## EXERCISE DATA
============

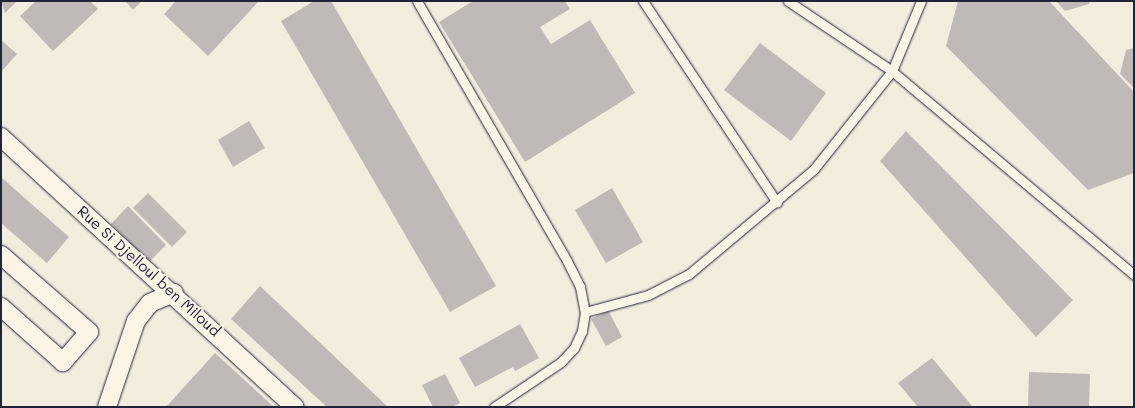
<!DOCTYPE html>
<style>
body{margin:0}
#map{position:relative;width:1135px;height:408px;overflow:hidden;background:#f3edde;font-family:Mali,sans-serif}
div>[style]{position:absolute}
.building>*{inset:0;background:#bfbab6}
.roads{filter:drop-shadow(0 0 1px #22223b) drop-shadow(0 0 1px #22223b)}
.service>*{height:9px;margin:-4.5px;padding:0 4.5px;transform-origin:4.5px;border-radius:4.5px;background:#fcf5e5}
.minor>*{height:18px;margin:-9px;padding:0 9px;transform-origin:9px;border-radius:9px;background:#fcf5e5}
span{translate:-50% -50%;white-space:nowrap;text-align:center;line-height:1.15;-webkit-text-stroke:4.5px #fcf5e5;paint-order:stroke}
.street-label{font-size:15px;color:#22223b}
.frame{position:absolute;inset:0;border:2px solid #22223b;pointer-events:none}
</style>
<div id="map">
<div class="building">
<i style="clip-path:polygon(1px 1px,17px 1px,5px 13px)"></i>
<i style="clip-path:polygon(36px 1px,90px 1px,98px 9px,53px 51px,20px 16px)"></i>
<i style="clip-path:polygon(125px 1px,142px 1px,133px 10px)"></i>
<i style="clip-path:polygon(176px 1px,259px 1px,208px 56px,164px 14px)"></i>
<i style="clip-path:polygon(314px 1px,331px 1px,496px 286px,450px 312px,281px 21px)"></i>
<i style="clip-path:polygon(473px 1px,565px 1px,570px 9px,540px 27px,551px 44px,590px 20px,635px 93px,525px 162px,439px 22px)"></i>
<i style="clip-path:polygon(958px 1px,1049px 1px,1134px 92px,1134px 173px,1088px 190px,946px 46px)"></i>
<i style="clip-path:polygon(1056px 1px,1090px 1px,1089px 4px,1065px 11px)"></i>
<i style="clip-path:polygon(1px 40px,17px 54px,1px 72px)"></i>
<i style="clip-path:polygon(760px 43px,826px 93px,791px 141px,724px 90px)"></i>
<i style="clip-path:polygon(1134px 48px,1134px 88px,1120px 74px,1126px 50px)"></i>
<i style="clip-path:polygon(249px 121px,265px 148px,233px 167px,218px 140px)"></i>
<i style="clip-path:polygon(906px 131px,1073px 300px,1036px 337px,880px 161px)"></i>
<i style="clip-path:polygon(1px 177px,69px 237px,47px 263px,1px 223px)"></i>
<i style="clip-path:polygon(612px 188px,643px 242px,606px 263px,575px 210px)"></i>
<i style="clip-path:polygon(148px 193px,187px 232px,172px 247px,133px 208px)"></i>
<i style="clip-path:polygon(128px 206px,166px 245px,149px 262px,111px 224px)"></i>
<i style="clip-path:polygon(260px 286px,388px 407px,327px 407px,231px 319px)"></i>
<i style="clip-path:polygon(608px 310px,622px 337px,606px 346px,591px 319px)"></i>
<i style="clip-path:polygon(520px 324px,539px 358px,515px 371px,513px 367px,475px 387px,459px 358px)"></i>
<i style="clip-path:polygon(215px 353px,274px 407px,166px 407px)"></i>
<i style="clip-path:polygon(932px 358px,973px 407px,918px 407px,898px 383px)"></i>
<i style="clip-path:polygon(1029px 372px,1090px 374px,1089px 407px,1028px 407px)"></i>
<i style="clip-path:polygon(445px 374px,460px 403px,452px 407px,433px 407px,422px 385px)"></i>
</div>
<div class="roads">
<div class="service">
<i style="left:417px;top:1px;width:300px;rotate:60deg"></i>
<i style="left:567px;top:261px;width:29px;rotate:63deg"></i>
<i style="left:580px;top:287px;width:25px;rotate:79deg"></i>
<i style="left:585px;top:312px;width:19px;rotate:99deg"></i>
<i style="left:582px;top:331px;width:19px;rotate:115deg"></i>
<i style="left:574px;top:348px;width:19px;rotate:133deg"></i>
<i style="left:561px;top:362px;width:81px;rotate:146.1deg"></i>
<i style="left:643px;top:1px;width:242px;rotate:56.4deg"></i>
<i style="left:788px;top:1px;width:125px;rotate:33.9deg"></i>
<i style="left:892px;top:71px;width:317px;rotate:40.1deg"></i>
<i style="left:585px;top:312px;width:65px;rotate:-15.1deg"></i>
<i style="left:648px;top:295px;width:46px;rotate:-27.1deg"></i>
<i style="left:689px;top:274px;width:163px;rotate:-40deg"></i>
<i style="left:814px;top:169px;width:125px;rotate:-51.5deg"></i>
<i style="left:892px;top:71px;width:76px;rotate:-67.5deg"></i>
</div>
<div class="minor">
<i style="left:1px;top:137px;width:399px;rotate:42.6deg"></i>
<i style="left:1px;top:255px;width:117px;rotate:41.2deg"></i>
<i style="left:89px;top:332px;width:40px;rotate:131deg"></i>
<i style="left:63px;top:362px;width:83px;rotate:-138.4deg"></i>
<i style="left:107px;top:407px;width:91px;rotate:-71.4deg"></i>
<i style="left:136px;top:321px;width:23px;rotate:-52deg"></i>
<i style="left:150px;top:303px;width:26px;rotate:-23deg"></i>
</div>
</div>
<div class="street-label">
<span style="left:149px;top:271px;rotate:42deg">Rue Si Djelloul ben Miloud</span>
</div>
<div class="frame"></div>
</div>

============

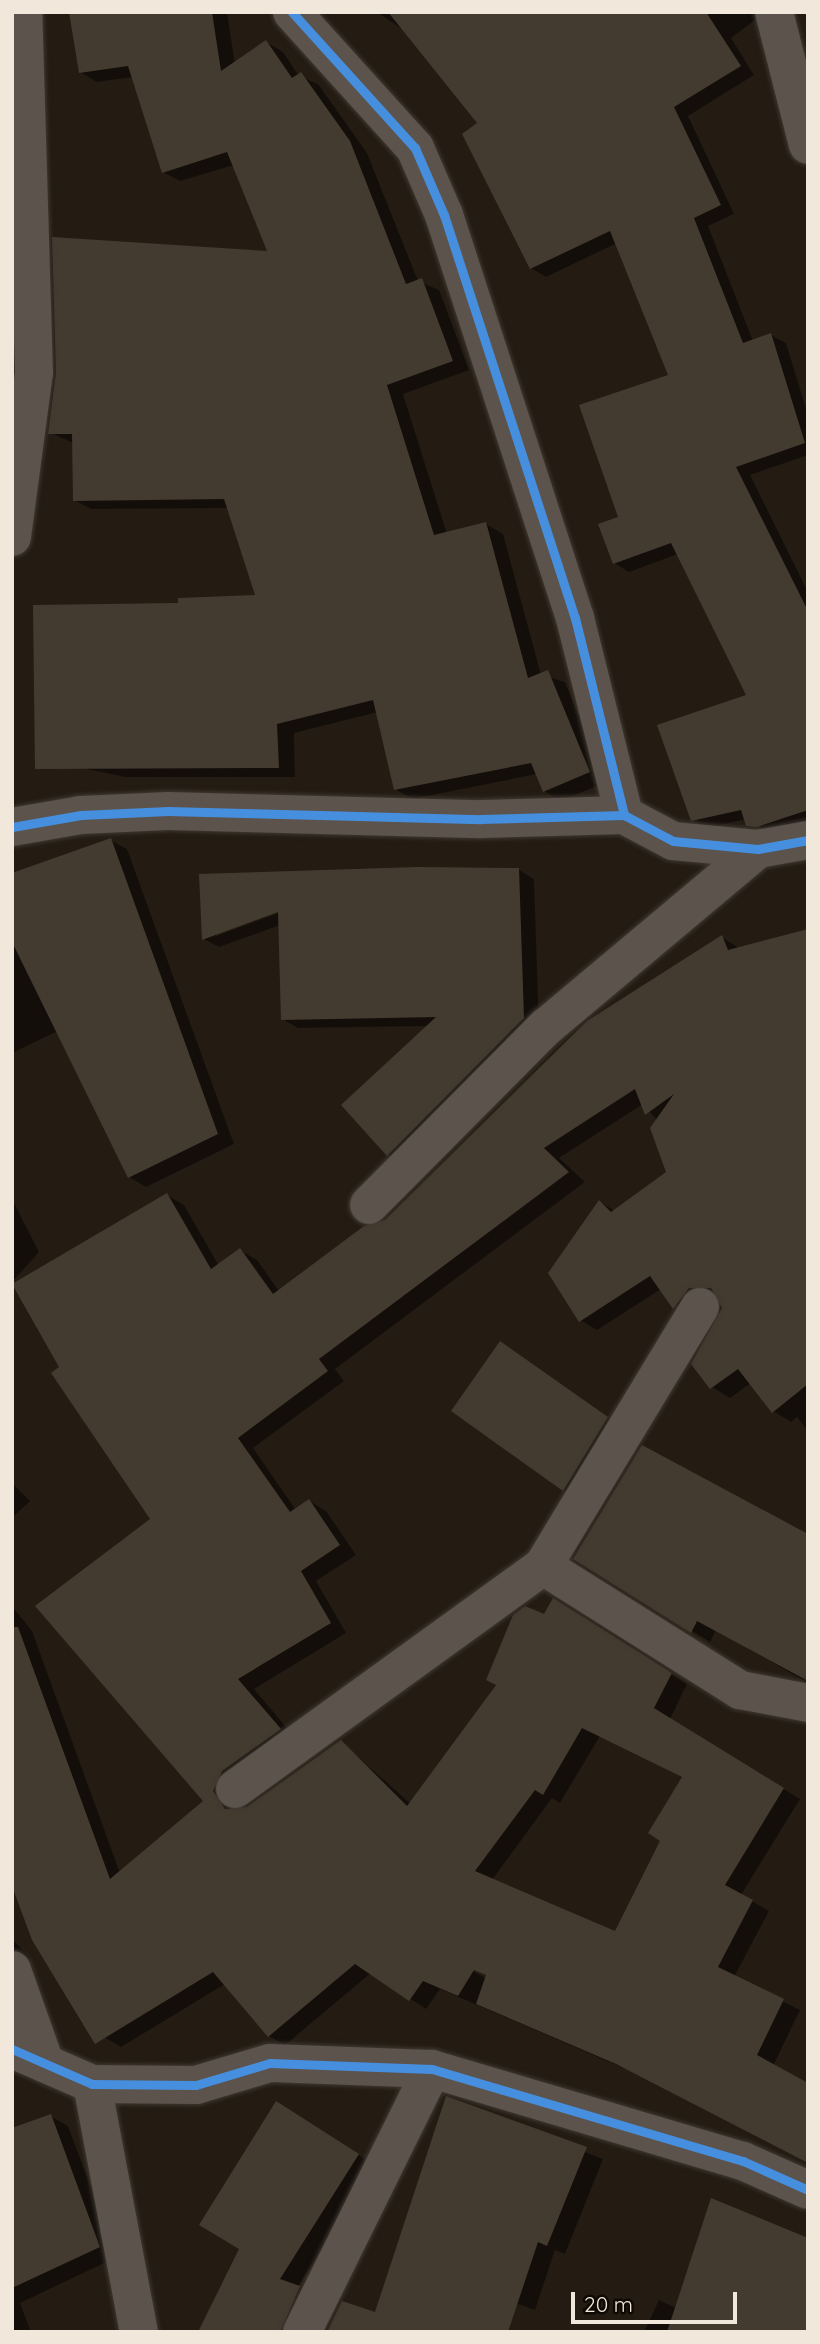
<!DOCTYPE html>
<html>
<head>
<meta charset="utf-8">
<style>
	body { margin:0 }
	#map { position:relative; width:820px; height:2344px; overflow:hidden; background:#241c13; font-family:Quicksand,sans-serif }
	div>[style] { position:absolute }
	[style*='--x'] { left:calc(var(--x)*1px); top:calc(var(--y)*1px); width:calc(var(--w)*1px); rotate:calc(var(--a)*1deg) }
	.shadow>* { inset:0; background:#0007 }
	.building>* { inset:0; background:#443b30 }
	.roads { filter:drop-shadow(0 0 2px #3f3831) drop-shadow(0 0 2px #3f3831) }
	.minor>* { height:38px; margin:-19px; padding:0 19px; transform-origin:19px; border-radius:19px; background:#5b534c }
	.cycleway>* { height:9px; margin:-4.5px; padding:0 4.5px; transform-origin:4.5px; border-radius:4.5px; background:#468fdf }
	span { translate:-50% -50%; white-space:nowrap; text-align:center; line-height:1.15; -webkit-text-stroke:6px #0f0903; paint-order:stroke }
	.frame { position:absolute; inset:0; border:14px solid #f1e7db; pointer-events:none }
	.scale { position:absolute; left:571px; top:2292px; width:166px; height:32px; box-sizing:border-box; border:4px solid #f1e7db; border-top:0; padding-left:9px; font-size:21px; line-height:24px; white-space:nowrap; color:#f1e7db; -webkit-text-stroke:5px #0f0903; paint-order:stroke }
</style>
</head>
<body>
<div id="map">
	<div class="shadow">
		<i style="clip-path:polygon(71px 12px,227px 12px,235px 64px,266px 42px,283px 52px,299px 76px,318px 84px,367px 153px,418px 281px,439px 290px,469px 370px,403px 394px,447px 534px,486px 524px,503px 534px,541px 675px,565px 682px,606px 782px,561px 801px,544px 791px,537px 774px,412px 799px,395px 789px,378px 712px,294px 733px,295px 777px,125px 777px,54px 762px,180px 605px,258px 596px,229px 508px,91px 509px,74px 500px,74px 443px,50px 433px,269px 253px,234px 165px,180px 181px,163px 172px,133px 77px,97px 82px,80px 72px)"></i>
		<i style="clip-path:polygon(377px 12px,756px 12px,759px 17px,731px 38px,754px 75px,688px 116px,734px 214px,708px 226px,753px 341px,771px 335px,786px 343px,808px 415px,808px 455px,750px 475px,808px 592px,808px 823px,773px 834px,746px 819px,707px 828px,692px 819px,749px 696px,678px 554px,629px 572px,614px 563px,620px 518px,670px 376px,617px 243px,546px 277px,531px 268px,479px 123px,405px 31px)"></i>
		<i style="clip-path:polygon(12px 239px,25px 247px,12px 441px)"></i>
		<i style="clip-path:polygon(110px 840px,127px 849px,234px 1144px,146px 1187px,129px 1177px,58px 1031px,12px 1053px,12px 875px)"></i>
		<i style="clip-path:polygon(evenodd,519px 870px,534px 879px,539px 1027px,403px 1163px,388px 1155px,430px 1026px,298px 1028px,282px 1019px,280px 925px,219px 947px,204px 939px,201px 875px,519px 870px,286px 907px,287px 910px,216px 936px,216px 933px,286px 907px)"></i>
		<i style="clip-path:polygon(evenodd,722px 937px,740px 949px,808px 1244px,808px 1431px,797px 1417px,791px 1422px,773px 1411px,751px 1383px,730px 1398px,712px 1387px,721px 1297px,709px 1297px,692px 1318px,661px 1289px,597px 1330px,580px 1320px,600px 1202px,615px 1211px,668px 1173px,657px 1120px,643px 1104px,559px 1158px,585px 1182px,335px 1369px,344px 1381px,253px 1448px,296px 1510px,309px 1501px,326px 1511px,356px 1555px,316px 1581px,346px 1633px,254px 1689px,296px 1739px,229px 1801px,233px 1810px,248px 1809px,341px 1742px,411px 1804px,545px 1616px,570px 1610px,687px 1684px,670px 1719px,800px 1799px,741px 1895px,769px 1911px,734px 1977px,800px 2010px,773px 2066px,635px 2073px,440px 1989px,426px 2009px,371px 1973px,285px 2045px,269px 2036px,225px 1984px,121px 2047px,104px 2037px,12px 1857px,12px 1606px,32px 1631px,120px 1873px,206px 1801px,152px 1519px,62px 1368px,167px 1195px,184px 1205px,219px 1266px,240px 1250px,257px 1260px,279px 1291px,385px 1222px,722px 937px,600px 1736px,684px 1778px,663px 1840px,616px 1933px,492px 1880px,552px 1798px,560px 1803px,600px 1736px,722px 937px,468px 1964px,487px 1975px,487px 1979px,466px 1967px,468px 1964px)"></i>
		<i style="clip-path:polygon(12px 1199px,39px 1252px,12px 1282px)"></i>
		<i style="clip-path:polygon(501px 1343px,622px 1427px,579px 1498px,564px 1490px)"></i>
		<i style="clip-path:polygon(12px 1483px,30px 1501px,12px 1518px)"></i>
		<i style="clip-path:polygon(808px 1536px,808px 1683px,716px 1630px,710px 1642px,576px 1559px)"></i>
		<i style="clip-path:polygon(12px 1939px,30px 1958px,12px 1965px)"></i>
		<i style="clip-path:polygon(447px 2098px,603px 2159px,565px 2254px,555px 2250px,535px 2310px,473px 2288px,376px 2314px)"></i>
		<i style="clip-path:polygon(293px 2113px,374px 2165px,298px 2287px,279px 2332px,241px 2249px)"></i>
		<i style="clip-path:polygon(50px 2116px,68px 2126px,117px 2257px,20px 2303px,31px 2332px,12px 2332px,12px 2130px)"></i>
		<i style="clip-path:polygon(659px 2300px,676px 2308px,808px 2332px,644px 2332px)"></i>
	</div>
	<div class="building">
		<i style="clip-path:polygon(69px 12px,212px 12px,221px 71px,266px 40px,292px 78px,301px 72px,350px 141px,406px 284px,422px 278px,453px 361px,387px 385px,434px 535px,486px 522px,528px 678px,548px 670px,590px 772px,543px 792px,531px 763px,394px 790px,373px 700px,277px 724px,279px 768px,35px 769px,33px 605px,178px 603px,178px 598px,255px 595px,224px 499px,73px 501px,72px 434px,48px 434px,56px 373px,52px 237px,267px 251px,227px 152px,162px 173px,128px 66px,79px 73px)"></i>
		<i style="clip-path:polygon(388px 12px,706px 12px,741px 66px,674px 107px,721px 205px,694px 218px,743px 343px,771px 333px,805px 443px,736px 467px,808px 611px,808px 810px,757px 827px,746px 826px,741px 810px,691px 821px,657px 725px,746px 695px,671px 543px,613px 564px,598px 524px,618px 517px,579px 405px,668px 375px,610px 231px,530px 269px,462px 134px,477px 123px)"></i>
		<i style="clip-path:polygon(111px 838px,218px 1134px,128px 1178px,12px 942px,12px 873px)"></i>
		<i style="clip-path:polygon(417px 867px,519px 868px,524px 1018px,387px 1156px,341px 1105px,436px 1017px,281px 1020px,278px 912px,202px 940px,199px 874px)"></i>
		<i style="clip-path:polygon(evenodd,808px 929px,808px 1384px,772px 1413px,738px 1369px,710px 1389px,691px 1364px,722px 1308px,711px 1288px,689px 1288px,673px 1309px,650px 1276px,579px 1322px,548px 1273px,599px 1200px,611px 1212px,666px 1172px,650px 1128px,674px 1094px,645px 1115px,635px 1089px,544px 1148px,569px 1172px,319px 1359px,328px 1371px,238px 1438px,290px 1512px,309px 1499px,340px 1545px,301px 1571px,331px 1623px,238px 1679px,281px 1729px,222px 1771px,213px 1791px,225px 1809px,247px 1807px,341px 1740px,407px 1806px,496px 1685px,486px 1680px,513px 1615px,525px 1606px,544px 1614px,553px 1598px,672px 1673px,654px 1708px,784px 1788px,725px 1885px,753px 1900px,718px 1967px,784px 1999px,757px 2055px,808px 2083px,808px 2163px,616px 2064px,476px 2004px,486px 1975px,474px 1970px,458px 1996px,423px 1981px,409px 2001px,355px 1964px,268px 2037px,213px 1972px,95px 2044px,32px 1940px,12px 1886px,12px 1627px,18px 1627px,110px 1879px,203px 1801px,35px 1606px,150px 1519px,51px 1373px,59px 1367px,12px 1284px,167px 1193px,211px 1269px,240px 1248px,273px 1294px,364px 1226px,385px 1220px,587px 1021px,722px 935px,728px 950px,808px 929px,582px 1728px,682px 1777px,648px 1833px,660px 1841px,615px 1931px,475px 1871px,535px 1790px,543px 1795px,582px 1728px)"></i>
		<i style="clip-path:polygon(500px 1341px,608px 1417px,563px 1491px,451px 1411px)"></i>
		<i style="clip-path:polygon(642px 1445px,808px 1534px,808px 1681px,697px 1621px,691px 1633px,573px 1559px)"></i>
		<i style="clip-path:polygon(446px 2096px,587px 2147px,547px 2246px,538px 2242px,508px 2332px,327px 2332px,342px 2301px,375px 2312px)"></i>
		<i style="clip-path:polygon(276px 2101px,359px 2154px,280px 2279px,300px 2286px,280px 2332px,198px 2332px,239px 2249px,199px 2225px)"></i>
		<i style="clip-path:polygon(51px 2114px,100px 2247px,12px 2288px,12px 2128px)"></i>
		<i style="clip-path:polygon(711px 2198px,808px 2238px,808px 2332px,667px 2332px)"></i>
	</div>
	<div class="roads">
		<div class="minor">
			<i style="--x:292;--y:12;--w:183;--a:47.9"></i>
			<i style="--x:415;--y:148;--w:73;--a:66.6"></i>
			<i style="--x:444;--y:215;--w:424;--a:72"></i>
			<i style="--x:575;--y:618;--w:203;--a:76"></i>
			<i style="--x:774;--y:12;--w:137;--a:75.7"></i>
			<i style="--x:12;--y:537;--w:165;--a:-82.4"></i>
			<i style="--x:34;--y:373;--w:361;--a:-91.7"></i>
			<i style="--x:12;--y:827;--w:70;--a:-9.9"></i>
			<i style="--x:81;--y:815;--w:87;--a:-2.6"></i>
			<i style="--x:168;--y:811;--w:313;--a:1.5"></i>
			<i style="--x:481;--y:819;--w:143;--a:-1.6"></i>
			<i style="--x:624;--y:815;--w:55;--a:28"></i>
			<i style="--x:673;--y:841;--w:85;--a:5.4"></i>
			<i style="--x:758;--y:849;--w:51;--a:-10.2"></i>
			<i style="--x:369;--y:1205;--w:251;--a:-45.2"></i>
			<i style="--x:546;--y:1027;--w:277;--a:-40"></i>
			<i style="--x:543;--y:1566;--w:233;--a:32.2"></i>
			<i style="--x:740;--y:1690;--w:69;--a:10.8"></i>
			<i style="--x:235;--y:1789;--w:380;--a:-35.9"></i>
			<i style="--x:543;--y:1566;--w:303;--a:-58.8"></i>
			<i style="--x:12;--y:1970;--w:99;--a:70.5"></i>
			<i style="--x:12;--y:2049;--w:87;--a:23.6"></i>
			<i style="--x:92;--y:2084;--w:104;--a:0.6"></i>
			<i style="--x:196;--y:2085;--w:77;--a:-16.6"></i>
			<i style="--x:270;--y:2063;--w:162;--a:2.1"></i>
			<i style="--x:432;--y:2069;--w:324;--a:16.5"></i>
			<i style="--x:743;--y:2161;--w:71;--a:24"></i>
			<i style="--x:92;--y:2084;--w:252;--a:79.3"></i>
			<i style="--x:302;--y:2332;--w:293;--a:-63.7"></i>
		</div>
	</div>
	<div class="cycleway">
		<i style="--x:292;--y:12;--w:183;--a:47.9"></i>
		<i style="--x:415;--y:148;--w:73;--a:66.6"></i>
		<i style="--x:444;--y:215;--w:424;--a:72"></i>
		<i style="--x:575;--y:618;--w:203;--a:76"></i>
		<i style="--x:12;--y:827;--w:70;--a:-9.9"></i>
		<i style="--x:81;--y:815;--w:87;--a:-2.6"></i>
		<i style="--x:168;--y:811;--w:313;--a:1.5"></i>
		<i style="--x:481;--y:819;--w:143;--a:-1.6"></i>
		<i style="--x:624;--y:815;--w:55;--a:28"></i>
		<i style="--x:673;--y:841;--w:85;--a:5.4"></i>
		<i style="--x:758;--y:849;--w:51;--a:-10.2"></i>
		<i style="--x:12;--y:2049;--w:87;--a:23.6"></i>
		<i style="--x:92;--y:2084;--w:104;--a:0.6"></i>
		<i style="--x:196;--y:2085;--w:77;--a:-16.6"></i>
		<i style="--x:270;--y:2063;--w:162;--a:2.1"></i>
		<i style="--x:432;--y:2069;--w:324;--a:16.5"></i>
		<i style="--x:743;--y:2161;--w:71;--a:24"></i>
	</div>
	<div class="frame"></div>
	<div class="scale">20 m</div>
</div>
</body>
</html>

============

## WHAT IS REQUIRED
Check every line above for the string "service", and copy the ones that have it.

## ANSWER TO THE EXERCISE
.service>*{height:9px;margin:-4.5px;padding:0 4.5px;transform-origin:4.5px;border-radius:4.5px;background:#fcf5e5}
<div class="service">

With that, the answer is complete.